The use of Oyster pay as you go (PAYG) payment has now been implemented across National Rail services in the London Travelcard area (Zones 1–9), some additional stations served by c2c, Elizabeth line (not West Drayton to Reading), Govia Thameslink Railway, Greater Anglia, and London Overground, Southeastern highspeed services within London, as well as Gatwick Express and Heathrow Express.

Background
The Oyster card was launched in 2003 with the facility to hold season-ticket Travelcards, accepted on both London Underground and National Rail services. In January 2004, a PAYG product was launched for use on London Underground and DLR, but only a limited number of National Rail operators accepted the product on parts of their routes, usually because their tickets were interchangeable with London Underground ticketing under long-standing agreements.

In May 2006 TfL and the Department for Transport agreed a £20 million funding package for train operators to install the equipment necessary to accept PAYG at all London stations. The package was not taken up by any train operating companies and in September 2006, the South West Trains franchise was renewed by the Department for Transport with the condition that smartcard ticketing must be in place by 2009. In November 2007 the metro routes operated by Silverlink were brought under the control of TfL and operated under the brand name London Overground, accepting Oyster PAYG.
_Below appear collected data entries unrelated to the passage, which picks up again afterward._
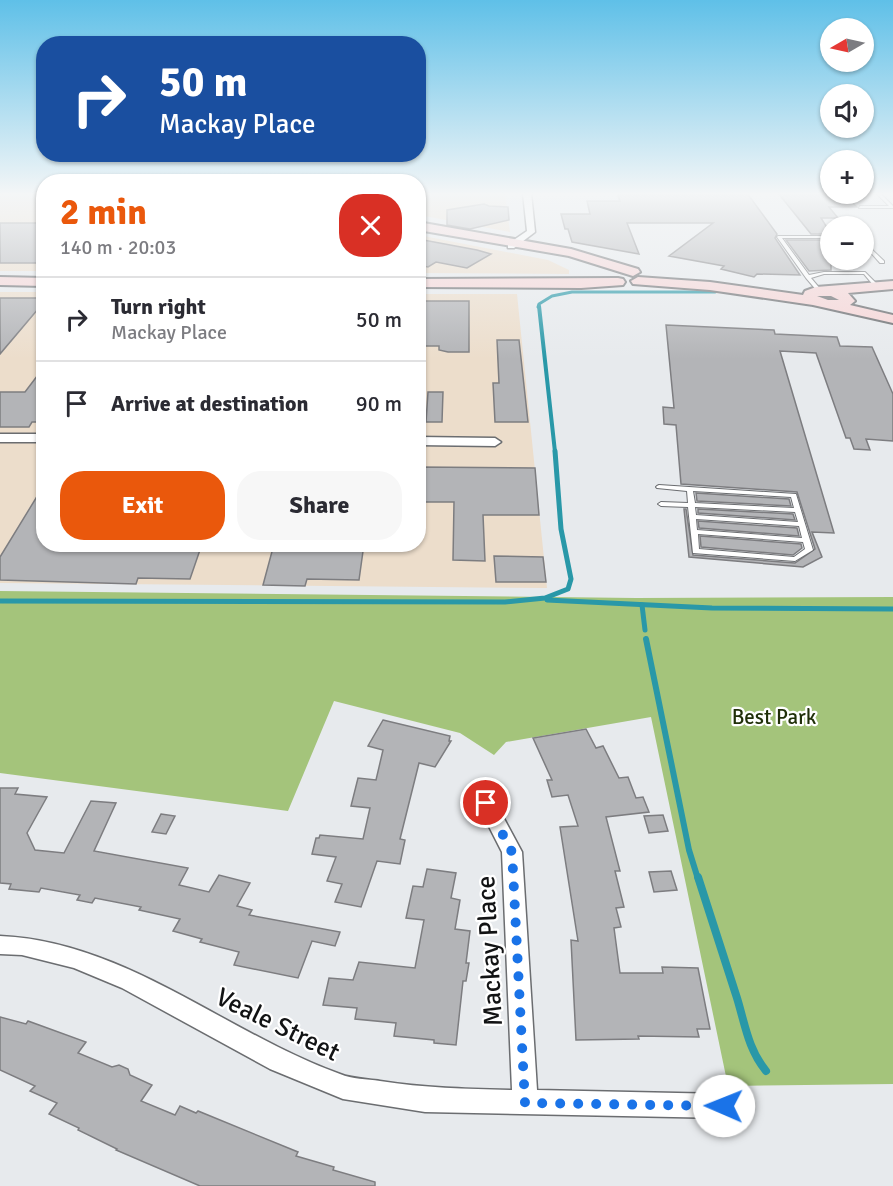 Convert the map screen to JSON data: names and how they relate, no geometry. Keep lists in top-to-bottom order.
{
  "streets": {
    "street": ["Mackay Place", "Veale Street"]
  },
  "crossings": [
    ["Mackay Place", "Veale Street"]
  ],
  "parks": ["Best Park"],
  "north": "left",
  "page": {
    "map_buttons": ["+", "−"],
    "turn": ["50 m", "Mackay Place"],
    "heading": ["2 min", "140 m · 20:03"],
    "list": [
      {
        "name": "Turn right",
        "note": "Mackay Place",
        "value": "50 m"
      },
      {
        "name": "Arrive at destination",
        "value": "90 m"
      }
    ],
    "buttons": ["Exit", "Share"]
  }
} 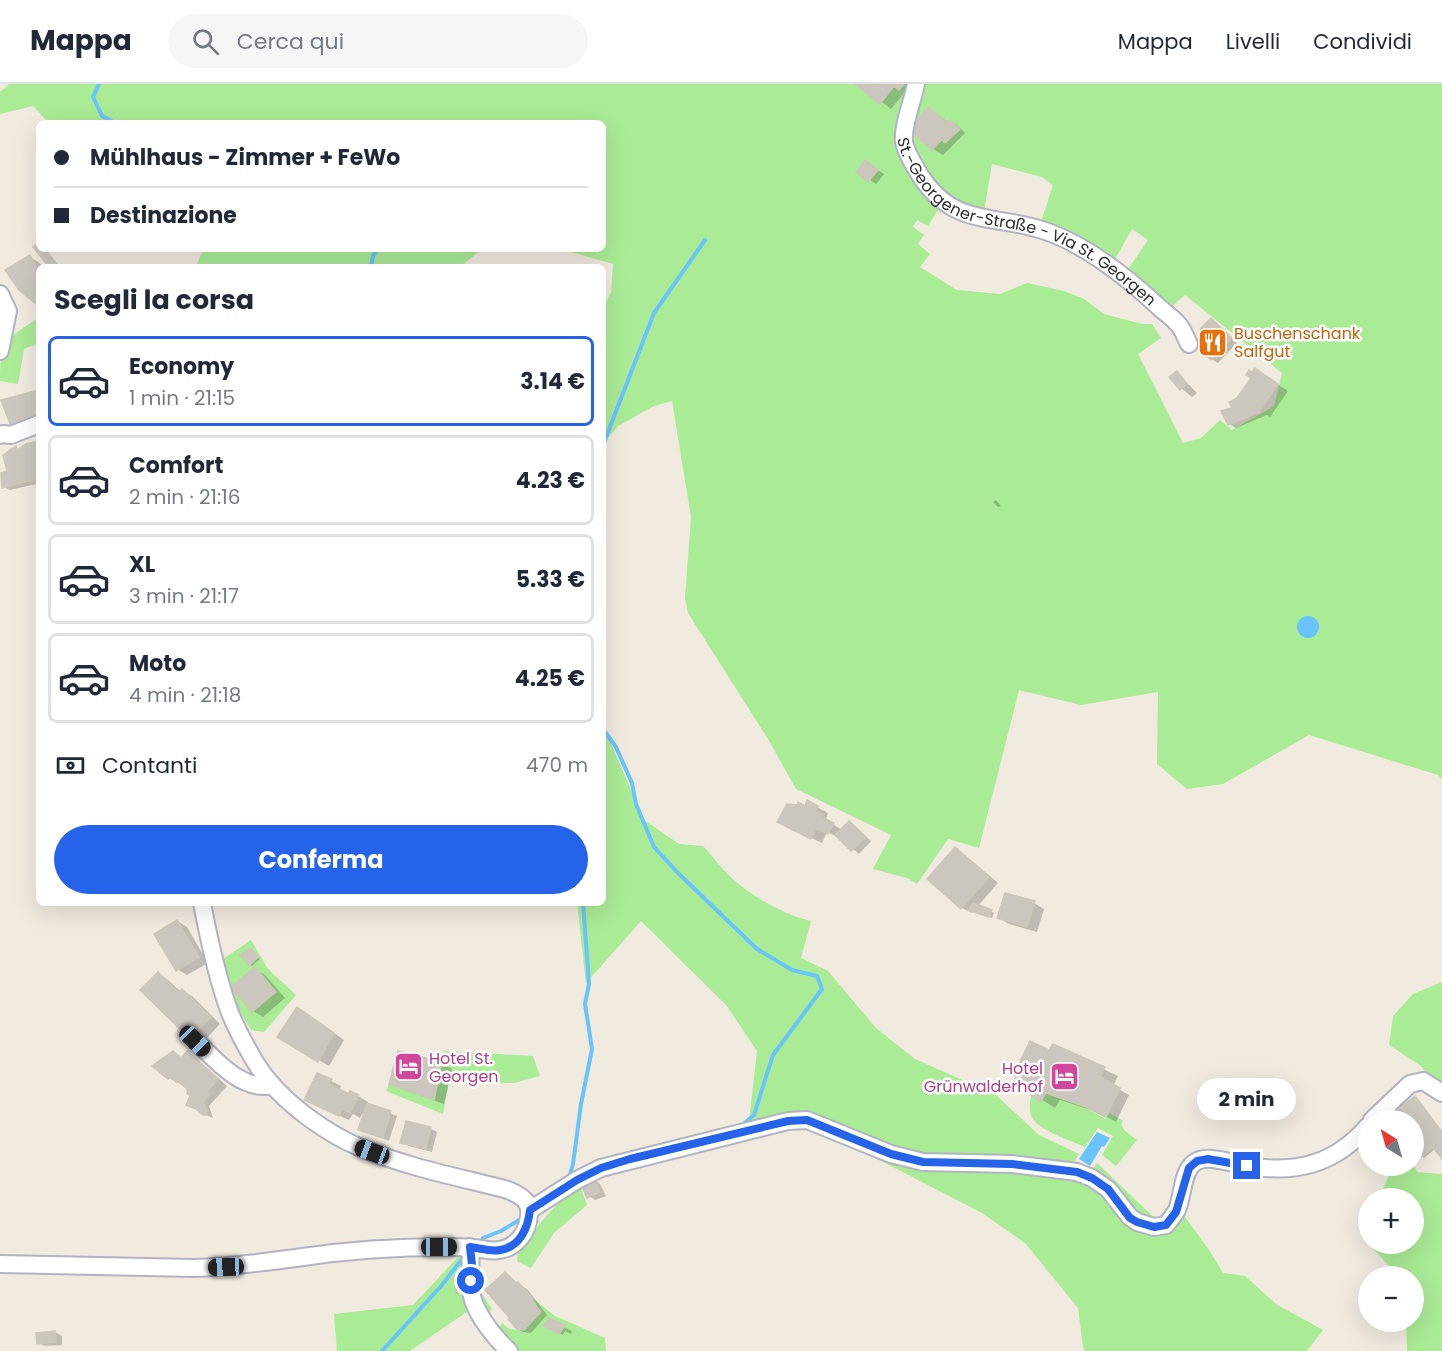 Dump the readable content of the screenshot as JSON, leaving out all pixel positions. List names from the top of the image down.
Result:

A necessary precursor of the acceptance of Oyster PAYG was the introduction of zonal single fares on the National Rail network in London; this was implemented in January 2007. Also in January, the then Mayor of London Ken Livingstone announced that he required operators to sign up by 31 January 2007 in order to receive the funding package offer. c2c and Chiltern Railways accepted the deal and on 31 January 2007, a commitment was made by ATOC, in principle, that all other operators would eventually accept the PAYG product. According to ATOC, roll-out plans were subject to the installation of suitable ticket gates and back office equipment at all 330 stations. It was expected that by February 2009 TfL would announce plans for all suburban trains to accept the card. In May 2009 London TravelWatch indicated it had discovered that the works were unlikely to be completed until 2010. On 23 November 2009 the GLA announced that from 2 January 2010 the vast majority of rail services in Greater London would accept Oyster PAYG.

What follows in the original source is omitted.